Étant donné l’urgence d’agir selon le groupe d’experts intergouvernemental sur l’évolution du climat (GIEC) est-il souhaitable de faire le choix d’encourager, par nos efforts de réduction des émissions de CO2, un tel marché? Il est dommage que les participants à la COP21 n’aient pas pu tenir un discours fort sur les modes alternatifs de transport en prônant une conversion substantielle de l’économie par des modes autres de production d’énergies que fossiles. Pour y arriver, faut-il s’en remettre au marché du carbone comme principal levier pour lutter contre la hausse des températures?
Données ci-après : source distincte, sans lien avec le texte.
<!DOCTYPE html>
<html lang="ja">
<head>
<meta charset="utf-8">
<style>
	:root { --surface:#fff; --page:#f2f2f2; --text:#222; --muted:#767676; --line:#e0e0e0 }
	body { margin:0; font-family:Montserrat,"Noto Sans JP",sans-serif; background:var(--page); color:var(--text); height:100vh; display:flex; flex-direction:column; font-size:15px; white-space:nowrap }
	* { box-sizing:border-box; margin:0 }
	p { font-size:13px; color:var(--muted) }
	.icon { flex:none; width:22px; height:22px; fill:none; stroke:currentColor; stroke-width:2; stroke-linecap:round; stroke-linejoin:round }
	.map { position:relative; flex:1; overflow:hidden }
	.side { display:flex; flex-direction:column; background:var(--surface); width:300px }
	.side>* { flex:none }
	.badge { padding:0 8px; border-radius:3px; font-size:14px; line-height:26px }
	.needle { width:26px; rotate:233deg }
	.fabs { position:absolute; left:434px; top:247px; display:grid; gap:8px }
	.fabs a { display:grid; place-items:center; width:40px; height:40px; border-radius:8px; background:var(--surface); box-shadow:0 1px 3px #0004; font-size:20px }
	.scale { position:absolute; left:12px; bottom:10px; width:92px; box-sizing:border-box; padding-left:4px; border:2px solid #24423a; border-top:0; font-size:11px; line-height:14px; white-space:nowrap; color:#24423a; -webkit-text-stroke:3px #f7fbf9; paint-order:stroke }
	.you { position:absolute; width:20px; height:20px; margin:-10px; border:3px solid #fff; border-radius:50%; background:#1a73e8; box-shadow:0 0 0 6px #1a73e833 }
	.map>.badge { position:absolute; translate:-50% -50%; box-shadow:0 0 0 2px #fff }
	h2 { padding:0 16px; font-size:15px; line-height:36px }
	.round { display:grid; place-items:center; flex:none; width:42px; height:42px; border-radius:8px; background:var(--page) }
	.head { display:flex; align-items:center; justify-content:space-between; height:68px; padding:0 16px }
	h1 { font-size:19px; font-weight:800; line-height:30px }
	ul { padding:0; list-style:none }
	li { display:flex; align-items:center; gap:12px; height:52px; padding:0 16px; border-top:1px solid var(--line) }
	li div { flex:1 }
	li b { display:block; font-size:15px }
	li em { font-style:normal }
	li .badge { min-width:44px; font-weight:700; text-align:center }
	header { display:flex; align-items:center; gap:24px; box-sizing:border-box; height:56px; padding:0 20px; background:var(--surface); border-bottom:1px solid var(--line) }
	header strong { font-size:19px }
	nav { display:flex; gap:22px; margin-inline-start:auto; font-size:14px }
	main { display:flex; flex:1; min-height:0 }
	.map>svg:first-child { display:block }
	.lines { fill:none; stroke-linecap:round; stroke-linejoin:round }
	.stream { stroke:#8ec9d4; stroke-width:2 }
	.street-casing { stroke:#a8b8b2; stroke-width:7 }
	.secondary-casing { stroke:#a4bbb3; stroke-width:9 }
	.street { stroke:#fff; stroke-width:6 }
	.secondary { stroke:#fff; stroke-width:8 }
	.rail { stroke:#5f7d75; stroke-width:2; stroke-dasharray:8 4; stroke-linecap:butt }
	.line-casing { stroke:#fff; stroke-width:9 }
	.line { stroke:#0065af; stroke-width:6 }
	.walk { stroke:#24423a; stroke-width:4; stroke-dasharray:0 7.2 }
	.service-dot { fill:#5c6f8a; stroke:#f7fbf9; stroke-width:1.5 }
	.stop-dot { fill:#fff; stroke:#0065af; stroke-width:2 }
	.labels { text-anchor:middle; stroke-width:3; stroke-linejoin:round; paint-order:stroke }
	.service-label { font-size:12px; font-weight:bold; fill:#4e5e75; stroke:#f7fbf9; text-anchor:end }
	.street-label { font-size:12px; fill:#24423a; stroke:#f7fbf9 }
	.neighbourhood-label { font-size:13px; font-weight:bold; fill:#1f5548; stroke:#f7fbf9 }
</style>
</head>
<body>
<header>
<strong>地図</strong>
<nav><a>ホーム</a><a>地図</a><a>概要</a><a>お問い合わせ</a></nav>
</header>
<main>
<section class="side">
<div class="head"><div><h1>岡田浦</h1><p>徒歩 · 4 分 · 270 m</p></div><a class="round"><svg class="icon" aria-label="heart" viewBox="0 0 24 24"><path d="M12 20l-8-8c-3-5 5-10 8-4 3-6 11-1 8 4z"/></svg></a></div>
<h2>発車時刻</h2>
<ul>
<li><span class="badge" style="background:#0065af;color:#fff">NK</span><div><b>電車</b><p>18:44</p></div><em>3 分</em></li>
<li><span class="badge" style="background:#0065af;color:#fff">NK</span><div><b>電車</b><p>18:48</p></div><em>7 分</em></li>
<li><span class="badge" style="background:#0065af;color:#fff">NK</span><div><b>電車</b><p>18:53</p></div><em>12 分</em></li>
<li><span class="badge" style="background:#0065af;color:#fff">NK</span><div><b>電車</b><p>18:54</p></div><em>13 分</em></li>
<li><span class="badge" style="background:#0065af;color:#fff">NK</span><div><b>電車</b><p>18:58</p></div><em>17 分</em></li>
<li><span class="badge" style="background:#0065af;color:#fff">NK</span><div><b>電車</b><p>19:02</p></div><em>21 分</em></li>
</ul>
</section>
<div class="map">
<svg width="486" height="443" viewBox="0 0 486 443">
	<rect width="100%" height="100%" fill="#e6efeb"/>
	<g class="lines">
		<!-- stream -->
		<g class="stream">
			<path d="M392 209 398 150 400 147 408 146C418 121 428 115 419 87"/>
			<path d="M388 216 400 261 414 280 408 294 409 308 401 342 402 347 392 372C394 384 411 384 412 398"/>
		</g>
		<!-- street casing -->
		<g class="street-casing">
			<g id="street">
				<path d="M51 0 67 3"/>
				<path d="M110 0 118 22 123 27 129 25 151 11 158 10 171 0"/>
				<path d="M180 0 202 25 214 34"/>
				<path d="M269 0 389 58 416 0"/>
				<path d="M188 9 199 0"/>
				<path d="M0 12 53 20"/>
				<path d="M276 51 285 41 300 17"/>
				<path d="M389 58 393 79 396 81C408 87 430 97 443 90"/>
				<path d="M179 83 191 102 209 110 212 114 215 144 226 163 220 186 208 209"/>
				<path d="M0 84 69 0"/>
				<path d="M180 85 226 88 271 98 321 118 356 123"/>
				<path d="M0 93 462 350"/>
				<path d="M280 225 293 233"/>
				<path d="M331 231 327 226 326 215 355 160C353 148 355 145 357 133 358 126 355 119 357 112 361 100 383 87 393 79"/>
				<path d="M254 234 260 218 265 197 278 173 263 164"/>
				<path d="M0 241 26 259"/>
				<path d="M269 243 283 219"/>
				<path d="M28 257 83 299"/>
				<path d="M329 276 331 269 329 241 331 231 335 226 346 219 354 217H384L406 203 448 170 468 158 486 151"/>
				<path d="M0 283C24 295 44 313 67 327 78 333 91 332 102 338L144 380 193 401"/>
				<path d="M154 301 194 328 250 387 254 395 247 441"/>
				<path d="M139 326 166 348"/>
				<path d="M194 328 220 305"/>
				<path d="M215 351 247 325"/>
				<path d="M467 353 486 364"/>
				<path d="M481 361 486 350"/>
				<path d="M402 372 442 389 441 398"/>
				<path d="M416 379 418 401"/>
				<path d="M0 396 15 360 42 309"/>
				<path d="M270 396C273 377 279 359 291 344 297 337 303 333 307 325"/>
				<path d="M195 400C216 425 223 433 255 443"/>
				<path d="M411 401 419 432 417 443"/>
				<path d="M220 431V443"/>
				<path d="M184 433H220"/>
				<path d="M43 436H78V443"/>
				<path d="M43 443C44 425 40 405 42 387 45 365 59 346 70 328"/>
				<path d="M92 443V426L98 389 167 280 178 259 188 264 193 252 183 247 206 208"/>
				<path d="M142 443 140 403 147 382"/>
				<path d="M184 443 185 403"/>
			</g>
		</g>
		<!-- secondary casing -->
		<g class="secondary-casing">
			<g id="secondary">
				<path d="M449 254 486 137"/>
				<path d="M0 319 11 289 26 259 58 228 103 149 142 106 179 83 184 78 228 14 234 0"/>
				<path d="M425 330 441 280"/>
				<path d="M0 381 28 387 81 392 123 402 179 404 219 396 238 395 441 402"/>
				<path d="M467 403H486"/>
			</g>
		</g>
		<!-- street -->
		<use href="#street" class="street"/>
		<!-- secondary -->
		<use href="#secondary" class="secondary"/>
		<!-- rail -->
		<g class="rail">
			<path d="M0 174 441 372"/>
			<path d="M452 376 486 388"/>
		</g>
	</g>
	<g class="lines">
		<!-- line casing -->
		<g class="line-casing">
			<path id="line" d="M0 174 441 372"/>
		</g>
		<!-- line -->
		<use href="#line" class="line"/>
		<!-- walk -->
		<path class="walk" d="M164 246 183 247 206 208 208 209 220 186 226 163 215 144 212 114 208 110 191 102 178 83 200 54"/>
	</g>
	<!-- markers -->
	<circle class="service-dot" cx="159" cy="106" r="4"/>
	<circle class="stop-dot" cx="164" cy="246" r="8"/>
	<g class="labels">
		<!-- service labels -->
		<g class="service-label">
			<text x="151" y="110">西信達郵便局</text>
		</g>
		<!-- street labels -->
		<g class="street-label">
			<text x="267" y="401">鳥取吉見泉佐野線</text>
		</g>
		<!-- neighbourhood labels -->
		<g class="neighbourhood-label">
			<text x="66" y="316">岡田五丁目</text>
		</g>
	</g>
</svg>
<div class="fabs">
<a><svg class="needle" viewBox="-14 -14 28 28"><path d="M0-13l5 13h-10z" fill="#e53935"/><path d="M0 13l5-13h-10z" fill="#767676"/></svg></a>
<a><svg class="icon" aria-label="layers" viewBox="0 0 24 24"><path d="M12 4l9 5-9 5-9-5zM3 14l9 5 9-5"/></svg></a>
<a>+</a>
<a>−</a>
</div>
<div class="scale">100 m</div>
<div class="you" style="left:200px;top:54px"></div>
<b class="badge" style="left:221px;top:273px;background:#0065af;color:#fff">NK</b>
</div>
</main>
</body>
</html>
L’utilisation de moyens alternatifs à l’auto solo est un bon début dans notre capacité à se déprendre quand cela est possible de la dépendance à l’auto. Le SCCCUM et ses membres peuvent difficilement demeurer silencieux devant le défi que pose le réchauffement climatique. C’est pourquoi il doit prendre des mesures qui inciteront à user de modes alternatifs de transport et d’un même souffle, décourager l’utilisation de l’auto solo. Une position, somme toute, des plus conciliantes avec celle de l’Université.
Entente paraphée en 1997 et entrée en vigueur en 2005. Une série de conférences a eu lieu afin de mettre en place différents mécanismes de lutte aux changements climatiques, dont celui du marché du carbone.
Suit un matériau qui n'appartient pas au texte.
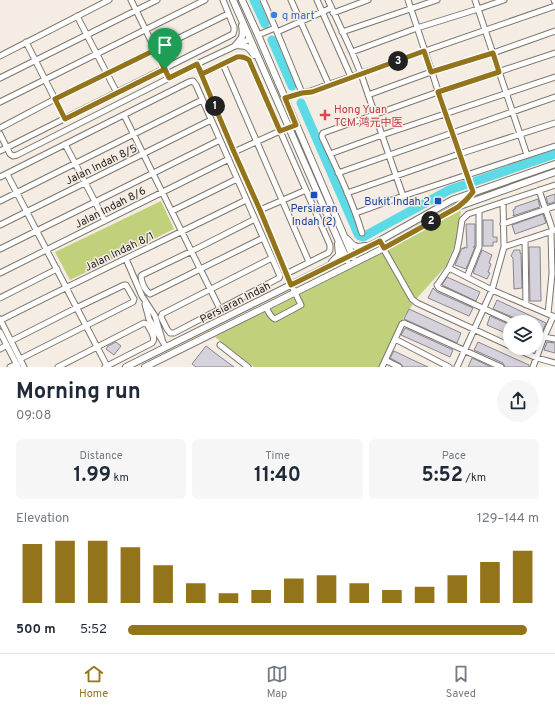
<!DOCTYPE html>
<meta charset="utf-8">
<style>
:root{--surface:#fff;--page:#f6f6f7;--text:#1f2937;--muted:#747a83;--line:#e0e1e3;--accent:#93741b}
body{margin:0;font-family:Overpass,"Noto Sans SC",sans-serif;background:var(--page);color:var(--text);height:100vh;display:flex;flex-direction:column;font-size:15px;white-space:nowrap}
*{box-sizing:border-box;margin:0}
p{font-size:13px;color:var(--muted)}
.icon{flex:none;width:22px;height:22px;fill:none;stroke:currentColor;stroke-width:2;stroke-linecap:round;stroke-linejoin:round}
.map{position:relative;height:367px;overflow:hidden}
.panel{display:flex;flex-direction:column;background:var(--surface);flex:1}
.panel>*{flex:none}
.buttons{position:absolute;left:503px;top:315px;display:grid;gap:8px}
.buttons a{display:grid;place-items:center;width:40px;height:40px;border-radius:50%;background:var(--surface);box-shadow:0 2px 10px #0003;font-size:20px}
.pin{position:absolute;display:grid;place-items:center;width:34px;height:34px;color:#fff;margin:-41px -17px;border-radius:50% 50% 50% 0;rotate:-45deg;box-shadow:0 0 4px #0007}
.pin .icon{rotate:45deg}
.km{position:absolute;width:20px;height:20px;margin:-10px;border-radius:50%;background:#222;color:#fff;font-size:11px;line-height:20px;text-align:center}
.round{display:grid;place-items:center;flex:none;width:42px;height:42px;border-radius:21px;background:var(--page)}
.summary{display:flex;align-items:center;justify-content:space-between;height:68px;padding:0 16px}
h1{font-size:22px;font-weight:700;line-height:30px}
.stats{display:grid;grid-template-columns:repeat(3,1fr);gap:6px;height:68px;padding:4px 16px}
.stats div{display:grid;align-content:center;border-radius:6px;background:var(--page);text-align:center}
.stats b{font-size:20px;font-weight:700}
.stats small{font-size:11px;font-weight:400}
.stats p{font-size:11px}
.chart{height:112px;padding:8px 16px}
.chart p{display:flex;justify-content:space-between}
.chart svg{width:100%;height:72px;margin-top:4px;stroke:var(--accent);stroke-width:6}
ul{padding:0 16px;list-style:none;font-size:13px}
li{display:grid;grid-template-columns:64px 48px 1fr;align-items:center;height:30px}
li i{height:10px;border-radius:5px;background:var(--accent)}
.menu{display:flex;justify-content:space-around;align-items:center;height:56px;border-top:1px solid var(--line);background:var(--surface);font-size:11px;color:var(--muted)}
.menu a{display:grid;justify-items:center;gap:2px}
.menu .active{color:var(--accent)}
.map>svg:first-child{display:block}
.green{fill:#c0d07b}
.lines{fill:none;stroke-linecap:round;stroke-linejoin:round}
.river{stroke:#5cdbe6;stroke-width:9}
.building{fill:#d5d2dc;stroke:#88858f}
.minor-casing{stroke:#7c766e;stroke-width:7}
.major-casing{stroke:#7c766e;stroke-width:8}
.minor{stroke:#fff;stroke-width:5}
.major{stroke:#fff;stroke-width:6}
.route-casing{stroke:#fff;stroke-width:8}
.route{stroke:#93741b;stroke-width:5}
.shop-dot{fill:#3f7fe0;stroke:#f5ede4;stroke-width:1.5}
.health-dot{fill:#e0444e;stroke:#f5ede4;stroke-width:1.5}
.transit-dot{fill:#1a4fb4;stroke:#f5ede4;stroke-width:1.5}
.labels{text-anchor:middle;stroke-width:3;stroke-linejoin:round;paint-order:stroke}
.shop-label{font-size:11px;fill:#366cbe;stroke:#f5ede4;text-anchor:start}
.health-label{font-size:11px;fill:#be3a42;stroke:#f5ede4;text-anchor:start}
.street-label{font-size:11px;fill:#262320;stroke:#f5ede4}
.transit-label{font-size:11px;fill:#164399;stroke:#f5ede4;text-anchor:end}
</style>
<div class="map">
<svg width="555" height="367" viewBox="0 0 555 367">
<rect width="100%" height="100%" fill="#f5ede4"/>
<path class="green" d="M161,201L174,229L70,280L55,252Z
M461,210L457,240L446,266L418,297L404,317L380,367H254L215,337L377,256Z"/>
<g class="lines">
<path class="river" d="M254,0L265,24
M272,40L292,86
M301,103L358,234L360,236L363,237L449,190L467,184
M476,181L555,154"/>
</g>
<path class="building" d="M555,194V202L548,204L546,197Z
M538,199L540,207L513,216V215H514L513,210L515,209V207Z
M543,214L546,223L515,234L512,225Z
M483,220H493V237H497V242H493V246H483Z
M466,224H475V246L473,247H475L466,269L455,265L462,248L464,249V247L467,248Z
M529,247H540L541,301H530Z
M482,250L492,255L489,263L491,264L488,272L490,273L487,279L473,273Z
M514,250H520V253H521L522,288L514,289L513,258L511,256Z
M447,277L480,292L476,301L442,285Z
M433,288L437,292L473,308L469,316L428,298Z
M497,300L546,323L542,332L536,329V322H518L515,318L493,309Z
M409,309L461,333L457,343L404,319Z
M490,316L510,325V335L487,325Z
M405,328L453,350L450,357L401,335Z
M116,342L121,346L114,355L106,349L108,346Z
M478,342L529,365V367H505L503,363L474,350Z
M547,342L555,343V353L544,350Z
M206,346L219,356L234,367H196L192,364Z
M394,351L415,361L428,367H403L401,364L390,358Z
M472,358L491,367H468Z"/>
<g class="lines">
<g class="minor-casing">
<path id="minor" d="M131,0L169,78
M263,0L277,32L302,93
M291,0L329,85
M317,0L351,77
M328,0L352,52L361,74L403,196
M408,0L452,133L473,192
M475,0L527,155
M554,0L555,2
M333,13L368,0
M77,16L117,93
M277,32L331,8
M342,32L437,0
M258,35L275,28
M26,42L65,119
M352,52L417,28L478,9L504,0
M0,56L109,0
M197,64L234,152L260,210L286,274L301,305L275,319C270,317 268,311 266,307
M223,64L309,262
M202,74L237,57C242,56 245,57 249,60L330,245V250L328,253L286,274
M0,78L157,0
M368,95L431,72L493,53L555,31
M285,98L302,93L311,91L327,85L555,6
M0,102L205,0
M124,115L220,309
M0,128L55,99L228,14
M0,134L10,154L13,156L17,155L197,64L250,39
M65,144L105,221
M0,151L233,34L234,31V27L223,0
M234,152L280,131L296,125
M330,154L382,135L555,77
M338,173L555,97
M7,174L107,366
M0,177L189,82L193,81L196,85L280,276L279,278L174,333H170L167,329L161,317L162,314L272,258
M539,190L553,231
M347,193L459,154L555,123
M0,201L202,100
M260,210L306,190
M172,211L237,179
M356,213L403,196L555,146
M255,219L192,251L142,275L141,276C141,282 145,291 150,294L263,238
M503,224L555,206
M0,225L211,120
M362,233C352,200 337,169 322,137V135L323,133L438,92L555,53
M525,240L526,305
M379,241L412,299L417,303L510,346
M504,247L555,230
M0,249L220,140
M126,259L142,296L155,316L162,339
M449,268L492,290L555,317
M0,273L229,159
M467,277L479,247V211
M0,298L57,269
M145,304L149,319L166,347
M548,314L552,274L551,232
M0,319L24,367
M1,320C82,279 165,240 246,200
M513,322L439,288L437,285L438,284L449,268L457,250L459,240L462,220L468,214L555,185
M0,332L18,367
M536,333L544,337L555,339
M395,339L449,367
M11,341L76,308L124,285H126L134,299L133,302L20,359
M220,345L248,367
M514,348L537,358L555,363
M0,349L7,345
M385,360L399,367
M10,367L17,364
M58,367L144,323L147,324C150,330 157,338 152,343L105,367
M382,367L402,324L404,323L501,367
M457,367L492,290L504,247L503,202
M533,367L544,337L553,317"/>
</g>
<g class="major-casing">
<path id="major" d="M233,0L347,260
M242,0L258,35L353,257
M236,45C242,38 244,36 242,26
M236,45C246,46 248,45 254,55
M347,239C353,246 355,248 365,246
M332,262L339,255L338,244
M126,367L379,241L452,200L555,164
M145,367L266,307L384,248L457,207L555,172"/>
</g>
<use href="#minor" class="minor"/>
<use href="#major" class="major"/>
</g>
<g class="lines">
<g class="route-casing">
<path id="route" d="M165,69L65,119L55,99L155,50L169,78L197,64L234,152L260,210L291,285L380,241L384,248L458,207L466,200L473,192L438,92L499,72L493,53L431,72L424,51L312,92L302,93L285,98L296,125L280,131L249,60C245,57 242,56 237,57L202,74L197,64L169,78L165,69"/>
</g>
<use href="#route" class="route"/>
</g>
<circle class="shop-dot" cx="274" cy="15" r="4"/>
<path class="health-dot" d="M323 109h4v4h4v4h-4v4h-4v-4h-4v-4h4z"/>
<g class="transit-dot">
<rect x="310" y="191" width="8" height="8" rx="2"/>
<rect x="434" y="197" width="8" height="8" rx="2"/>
</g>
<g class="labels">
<g class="shop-label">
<text x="282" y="19">q mart</text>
</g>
<g class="health-label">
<text x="334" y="113">Hong Yuan<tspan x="334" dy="13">TCM 鸿元中医</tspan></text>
</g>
<g class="street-label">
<text transform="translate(101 164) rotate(-26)" y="4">Jalan Indah 8/5</text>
<text transform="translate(110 207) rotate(-27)" y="4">Jalan Indah 8/6</text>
<text transform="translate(119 251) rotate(-26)" y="4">Jalan Indah 8/1</text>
<text transform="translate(235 302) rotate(-27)" y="4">Persiaran Indah</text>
</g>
<g class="transit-label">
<text x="430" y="205">Bukit Indah 2</text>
<text x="314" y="212" text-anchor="middle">Persiaran<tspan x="314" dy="13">Indah (2)</tspan></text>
</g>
</g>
</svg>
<div class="buttons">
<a><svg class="icon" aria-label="layers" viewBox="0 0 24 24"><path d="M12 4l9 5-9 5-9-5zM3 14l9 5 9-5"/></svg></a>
</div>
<div class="pin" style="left:165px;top:69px;background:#1e9e55"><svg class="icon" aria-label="arrive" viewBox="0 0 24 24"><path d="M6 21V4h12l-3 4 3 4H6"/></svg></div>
<b class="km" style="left:215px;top:106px">1</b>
<b class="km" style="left:431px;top:221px">2</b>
<b class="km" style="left:398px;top:61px">3</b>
</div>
<section class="panel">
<div class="summary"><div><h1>Morning run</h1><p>09:08</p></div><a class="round"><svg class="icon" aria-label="share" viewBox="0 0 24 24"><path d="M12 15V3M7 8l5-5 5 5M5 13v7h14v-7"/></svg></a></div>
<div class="stats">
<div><p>Distance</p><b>1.99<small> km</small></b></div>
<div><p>Time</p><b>11:40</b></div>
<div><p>Pace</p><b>5:52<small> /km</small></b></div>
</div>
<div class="chart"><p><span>Elevation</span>129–144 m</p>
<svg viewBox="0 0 160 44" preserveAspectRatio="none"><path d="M5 44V8M15 44V6M25 44V6M35 44V10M45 44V21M55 44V32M65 44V38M75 44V36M85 44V29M95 44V27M105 44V32M115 44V36M125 44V34M135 44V27M145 44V19M155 44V12"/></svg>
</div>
<ul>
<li><b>500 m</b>5:52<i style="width:97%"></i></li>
</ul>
</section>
<nav class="menu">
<a class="active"><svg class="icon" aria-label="home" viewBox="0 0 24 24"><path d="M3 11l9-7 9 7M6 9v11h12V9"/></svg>Home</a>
<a><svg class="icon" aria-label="map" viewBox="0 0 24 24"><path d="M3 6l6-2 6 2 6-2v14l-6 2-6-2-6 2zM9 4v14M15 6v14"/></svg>Map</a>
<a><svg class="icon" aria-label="saved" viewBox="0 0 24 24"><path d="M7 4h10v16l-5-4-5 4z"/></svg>Saved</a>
</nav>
[1] Entente paraphée en 1997 et entrée en vigueur en 2005. Une série de conférences a eu lieu afin de mettre en place différents mécanismes de lutte aux changements climatiques, dont celui du marché du carbone.
[2] Pour consulter et télécharger le texte de l’Accord signé in extremis le 12 décembre 2015 : http://unfccc.int/resource/docs/2015/cop21/fre/l09f.pdf. L’alinéa 137 fait mention d’incitatifs à la tarification du carbone. Consulté le 4 avril 2016
[3] Le Marché du Carbone c’est quoi au juste? http://ici.radio-canada.ca/nouvelles/environnement/2015/04/17/001-marche-carbone-californie-quebec-ontario-fonctionnement.shtml. Consulté le 4 avril 2016
[4] L’adresse web de Carboneutre : http://groupecarboneutre.org. Consulté le 5 avril 2016
[5] Vaincre l’autodépendance avec le cocktail transport : http://durable.umontreal.ca/udd/nos-gestes/un-geste/news/detail/News/vaincre-lautodependance-avec-le-cocktail-transport-1/ . Consulté le 2 avril 2016
[6] Le recteur n’a pas précisé si ce pourcentage concernait aussi les employés (incluant les membres du SCCCUM).